▶ WORK INSTRUCTION
Your answer should be only the lines below from the one with "function paint(path, color)" to the one with "[362,0,400,0,335,78,320,81,305,78,299,69,305,60,362,0]", repeated exactly, ends included.

▶ EXERCISE INPUTS
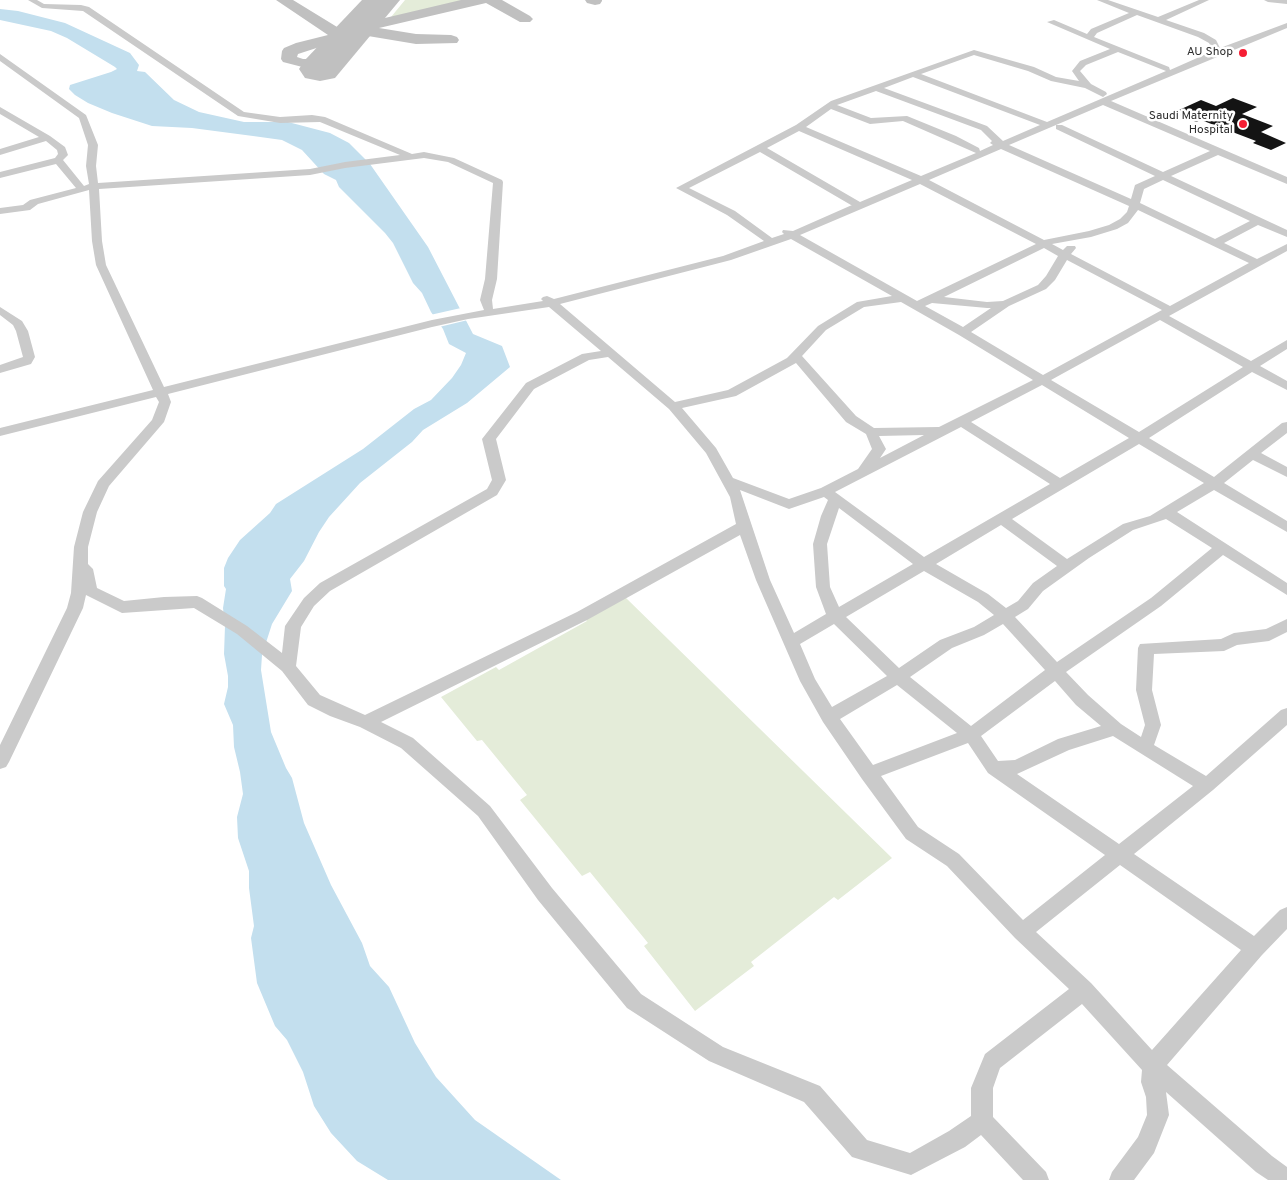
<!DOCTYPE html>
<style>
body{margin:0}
canvas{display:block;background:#fff}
</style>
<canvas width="1287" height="1180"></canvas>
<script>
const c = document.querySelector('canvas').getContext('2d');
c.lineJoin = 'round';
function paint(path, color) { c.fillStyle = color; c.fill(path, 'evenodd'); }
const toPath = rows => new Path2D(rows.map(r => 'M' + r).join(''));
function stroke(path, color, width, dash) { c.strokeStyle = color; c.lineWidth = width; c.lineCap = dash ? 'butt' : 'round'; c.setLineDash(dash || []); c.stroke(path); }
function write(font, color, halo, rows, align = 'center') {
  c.font = font + ' Overpass,sans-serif'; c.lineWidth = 5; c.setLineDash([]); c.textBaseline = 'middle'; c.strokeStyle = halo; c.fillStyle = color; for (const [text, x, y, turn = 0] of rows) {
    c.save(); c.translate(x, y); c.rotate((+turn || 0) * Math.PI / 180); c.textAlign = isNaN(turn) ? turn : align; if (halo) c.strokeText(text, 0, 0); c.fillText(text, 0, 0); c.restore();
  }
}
paint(toPath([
 [405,0,469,0,403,16,391,17],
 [625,597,892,858,838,900,834,897,751,962,754,966,695,1011,644,946,648,943,590,872,582,876,520,800,527,795,482,740,477,741,441,697,496,667,499,670,587,621,585,619]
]), '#e4ecd9');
paint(toPath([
 [0,9,18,11,65,23,130,53,139,65,137,71,145,72,174,100,199,112,244,122,288,122,330,133,349,143,370,164,428,247,473,334,502,346,510,367,467,403,423,430,412,442,360,483,329,517,319,532,304,561,290,579,292,591,272,624,262,655,261,670,271,732,286,768,292,778,304,823,331,885,362,943,370,966,389,987,415,1043,436,1077,475,1120,561,1180,388,1180,357,1161,331,1133,314,1106,303,1072,287,1040,275,1026,257,983,251,938,254,926,249,888,249,871,238,838,237,817,243,794,240,772,234,747,233,725,224,704,228,687,228,676,224,654,225,626,223,608,226,589,224,586,224,568,228,558,240,540,270,513,276,504,363,449,414,409,431,400,452,378,461,365,466,353,449,344,443,329,431,312,422,293,413,283,393,243,385,233,339,187,336,180,324,174,302,150,282,140,253,136,192,128,152,126,112,113,88,103,75,95,69,89,70,85,111,72,117,69,115,67,67,38,51,31,0,20]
]), '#c3dfee');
paint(toPath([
 [461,308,468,320,439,327,430,315]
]), '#fff');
paint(toPath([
 [276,0,293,0,342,30,351,26,461,0,502,0,530,16,533,19,530,22,520,22,486,3,379,28,416,34,451,35,457,37,459,40,457,43,416,44,368,36,361,32,352,37,355,40,353,43,347,45,338,41,298,54,297,57,303,59,325,59,331,61,333,64,331,67,314,70,283,62,281,59,282,51,284,48,296,43,328,35,276,0],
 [585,0,602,0,602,1,600,4,595,5,587,3,585,0]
]), '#c0c0c0');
paint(toPath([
 [362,0,400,0,335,78,320,81,305,78,299,69,305,60,362,0]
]), '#c0c0c0');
paint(toPath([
 [1233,98,1257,107,1242,114,1273,126,1261,132,1286,143,1271,150,1253,143,1256,141,1201,120,1196,122,1180,115,1185,113,1179,110,1201,100,1216,106]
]), '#141414');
paint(toPath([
 [28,0,37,0,44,4,81,5,89,7,244,112,280,117,312,115,325,117,412,154,424,152,454,158,502,180,503,182,497,279,492,300,493,309,543,301,541,299,543,297,547,296,554,299,723,256,764,241,727,215,676,188,796,125,831,101,974,50,1034,67,1056,77,1079,81,1072,71,1080,61,1110,49,1047,22,1054,20,1087,34,1091,29,1129,13,1097,0,1108,0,1158,17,1199,0,1209,0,1166,20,1204,33,1216,40,1220,48,1287,23,1287,28,1111,101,1287,177,1287,184,1218,155,1171,176,1287,230,1287,237,1258,225,1224,243,1257,259,1287,244,1287,251,1169,316,1251,361,1287,340,1287,349,1260,366,1287,381,1287,390,1252,372,1149,438,1214,477,1282,423,1287,422,1287,433,1261,453,1287,467,1287,477,1253,460,1224,483,1287,521,1287,532,1214,490,1177,512,1287,583,1287,595,1223,555,1161,606,1066,672,1088,695,1121,724,1141,737,1145,725,1136,690,1138,648,1140,644,1221,639,1234,633,1266,629,1287,619,1287,632,1269,641,1237,645,1224,651,1154,654,1152,690,1161,725,1154,745,1206,776,1281,710,1287,708,1287,725,1213,790,1134,854,1254,936,1280,910,1287,907,1287,929,1262,955,1167,1065,1272,1156,1287,1167,1287,1180,1268,1180,1256,1172,1166,1092,1169,1115,1154,1153,1134,1180,1109,1180,1112,1172,1138,1137,1147,1115,1146,1097,1141,1082,1142,1070,1082,1004,1000,1068,993,1088,993,1117,1046,1172,1049,1180,1023,1180,981,1135,965,1147,911,1175,852,1157,804,1102,709,1061,627,1008,538,900,478,816,401,748,360,727,330,716,308,705,282,671,237,634,194,608,122,613,86,595,83,608,9,762,6,767,0,769,0,745,67,608,71,593,74,547,83,512,98,481,152,420,159,402,156,397,0,436,0,428,153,390,96,265,92,241,89,190,38,204,30,210,0,214,0,208,23,205,30,200,76,188,56,164,0,178,0,172,55,158,58,154,57,150,46,141,0,155,0,149,39,137,0,114,0,107,50,136,65,147,68,155,63,160,84,186,89,184,86,166,88,145,79,118,0,61,0,54,86,115,98,145,96,166,98,183,310,169,345,162,400,155,320,122,280,123,238,116,83,11,42,8,28,0],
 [1137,15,1198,37,1209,43,1213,51,1170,70,1169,67,1094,37,1097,33,1137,15],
 [1118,52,1166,71,1047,122,921,74,974,55,1028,71,1051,81,1085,88,1103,97,1107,94,1106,92,1091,84,1080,71,1086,65,1118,52],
 [913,77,1040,125,1003,141,987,126,884,88,913,77],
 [876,91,981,130,992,141,990,143,993,145,980,151,979,148,956,136,907,116,871,118,837,105,876,91],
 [1103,105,1210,151,1163,172,1062,125,1056,125,1103,105],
 [831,109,870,124,903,121,976,153,921,176,806,127,831,109],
 [1056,125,1056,129,1155,176,1135,185,1131,199,1009,145,1056,125],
 [799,131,912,180,860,202,767,148,799,131],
 [1001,149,1129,206,1127,212,1120,219,1109,225,1089,231,1044,240,929,180,1001,149],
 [760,152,851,205,852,205,793,231,783,230,782,232,784,234,772,238,735,211,689,188,760,152],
 [424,158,448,162,493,183,485,279,480,300,484,310,432,320,164,387,106,265,102,241,99,189,310,175,345,168,424,158],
 [1163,180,1250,221,1215,239,1140,203,1144,189,1163,180],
 [920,184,1036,244,917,301,800,235,920,184],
 [1138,210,1249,263,1170,306,1071,254,1076,248,1075,246,1067,246,1063,250,1052,244,1091,237,1117,229,1128,223,1138,210],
 [791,239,892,296,857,302,818,326,787,358,728,390,675,402,560,304,731,260,791,239],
 [1044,248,1058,256,1046,276,1038,285,1003,301,987,302,944,297,1044,248],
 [1067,260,1162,310,1043,375,971,332,1009,306,1046,289,1055,280,1067,260],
 [901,302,959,335,1033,380,939,427,874,428,856,416,802,356,826,330,864,307,901,302],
 [932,303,987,308,991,308,963,327,925,306,932,303],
 [549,307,601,351,582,354,526,383,482,439,492,480,487,489,320,583,304,598,285,626,282,653,247,626,202,598,197,596,164,597,124,601,97,588,93,569,88,564,88,547,97,512,109,486,164,422,171,402,168,394,432,327,468,319,549,307],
 [1160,320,1243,367,1139,432,1051,380,1160,320],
 [608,357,669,409,706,453,730,497,736,524,577,612,365,715,320,695,296,666,301,627,314,606,330,591,497,495,506,480,496,439,534,389,589,360,608,357],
 [796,363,846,422,866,434,872,449,858,469,821,488,789,499,733,478,716,448,682,408,736,396,796,363],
 [1042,385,1129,438,1060,478,971,422,1042,385],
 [961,427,1050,484,924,557,835,492,961,427],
 [924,435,880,458,886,449,879,436,924,435],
 [1139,444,1204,483,1150,516,1123,524,1067,559,1012,519,1139,444],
 [740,490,789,509,824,497,828,500,821,516,813,544,816,587,826,614,794,633,770,580,740,490],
 [839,508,913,564,839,607,830,587,827,544,839,508],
 [1166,519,1212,548,1151,598,1057,662,1015,617,1028,609,1043,591,1089,558,1133,530,1166,519],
 [1001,525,1057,566,1033,583,1018,601,1006,608,988,594,936,564,1001,525],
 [740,535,756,580,800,681,823,722,862,779,906,839,947,866,1015,938,1069,989,985,1054,971,1088,971,1116,949,1131,910,1153,867,1140,820,1086,723,1047,641,994,552,888,490,806,413,738,381,722,587,620,740,535],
 [924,571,978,602,994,615,974,627,940,640,899,668,846,617,924,571],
 [834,624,887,676,832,707,815,679,800,644,834,624],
 [1003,624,1045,670,971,726,910,677,952,648,984,635,1003,624],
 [1055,681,1076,705,1101,726,1058,739,1015,760,998,761,981,736,1055,681],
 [897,685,957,733,873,765,840,719,897,685],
 [1113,736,1193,786,1119,844,1017,774,1069,750,1113,736],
 [968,743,988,773,1105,855,1023,920,959,854,918,827,881,776,968,743],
 [1120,865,1241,950,1152,1050,1091,983,1036,932,1120,865],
 [1264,0,1287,0,1287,4,1268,2,1264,0],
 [0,307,22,321,28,331,35,357,31,364,0,373,0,365,23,357,16,331,13,325,0,315,0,307]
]), '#cacaca');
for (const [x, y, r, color] of [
 [1243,53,5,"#f51e34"],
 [1243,124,5,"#f51e34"]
]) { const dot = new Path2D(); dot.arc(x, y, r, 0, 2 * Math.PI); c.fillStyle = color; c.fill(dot); stroke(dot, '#fff', 2); }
write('12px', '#2d2d2d', '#fff', [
 ["AU Shop",1233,53],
 ["Saudi Maternity",1233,117],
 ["Hospital",1233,131]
], 'right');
</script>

▶ ANSWER BOX
function paint(path, color) { c.fillStyle = color; c.fill(path, 'evenodd'); }
const toPath = rows => new Path2D(rows.map(r => 'M' + r).join(''));
function stroke(path, color, width, dash) { c.strokeStyle = color; c.lineWidth = width; c.lineCap = dash ? 'butt' : 'round'; c.setLineDash(dash || []); c.stroke(path); }
function write(font, color, halo, rows, align = 'center') {
  c.font = font + ' Overpass,sans-serif'; c.lineWidth = 5; c.setLineDash([]); c.textBaseline = 'middle'; c.strokeStyle = halo; c.fillStyle = color; for (const [text, x, y, turn = 0] of rows) {
    c.save(); c.translate(x, y); c.rotate((+turn || 0) * Math.PI / 180); c.textAlign = isNaN(turn) ? turn : align; if (halo) c.strokeText(text, 0, 0); c.fillText(text, 0, 0); c.restore();
  }
}
paint(toPath([
 [405,0,469,0,403,16,391,17],
 [625,597,892,858,838,900,834,897,751,962,754,966,695,1011,644,946,648,943,590,872,582,876,520,800,527,795,482,740,477,741,441,697,496,667,499,670,587,621,585,619]
]), '#e4ecd9');
paint(toPath([
 [0,9,18,11,65,23,130,53,139,65,137,71,145,72,174,100,199,112,244,122,288,122,330,133,349,143,370,164,428,247,473,334,502,346,510,367,467,403,423,430,412,442,360,483,329,517,319,532,304,561,290,579,292,591,272,624,262,655,261,670,271,732,286,768,292,778,304,823,331,885,362,943,370,966,389,987,415,1043,436,1077,475,1120,561,1180,388,1180,357,1161,331,1133,314,1106,303,1072,287,1040,275,1026,257,983,251,938,254,926,249,888,249,871,238,838,237,817,243,794,240,772,234,747,233,725,224,704,228,687,228,676,224,654,225,626,223,608,226,589,224,586,224,568,228,558,240,540,270,513,276,504,363,449,414,409,431,400,452,378,461,365,466,353,449,344,443,329,431,312,422,293,413,283,393,243,385,233,339,187,336,180,324,174,302,150,282,140,253,136,192,128,152,126,112,113,88,103,75,95,69,89,70,85,111,72,117,69,115,67,67,38,51,31,0,20]
]), '#c3dfee');
paint(toPath([
 [461,308,468,320,439,327,430,315]
]), '#fff');
paint(toPath([
 [276,0,293,0,342,30,351,26,461,0,502,0,530,16,533,19,530,22,520,22,486,3,379,28,416,34,451,35,457,37,459,40,457,43,416,44,368,36,361,32,352,37,355,40,353,43,347,45,338,41,298,54,297,57,303,59,325,59,331,61,333,64,331,67,314,70,283,62,281,59,282,51,284,48,296,43,328,35,276,0],
 [585,0,602,0,602,1,600,4,595,5,587,3,585,0]
]), '#c0c0c0');
paint(toPath([
 [362,0,400,0,335,78,320,81,305,78,299,69,305,60,362,0]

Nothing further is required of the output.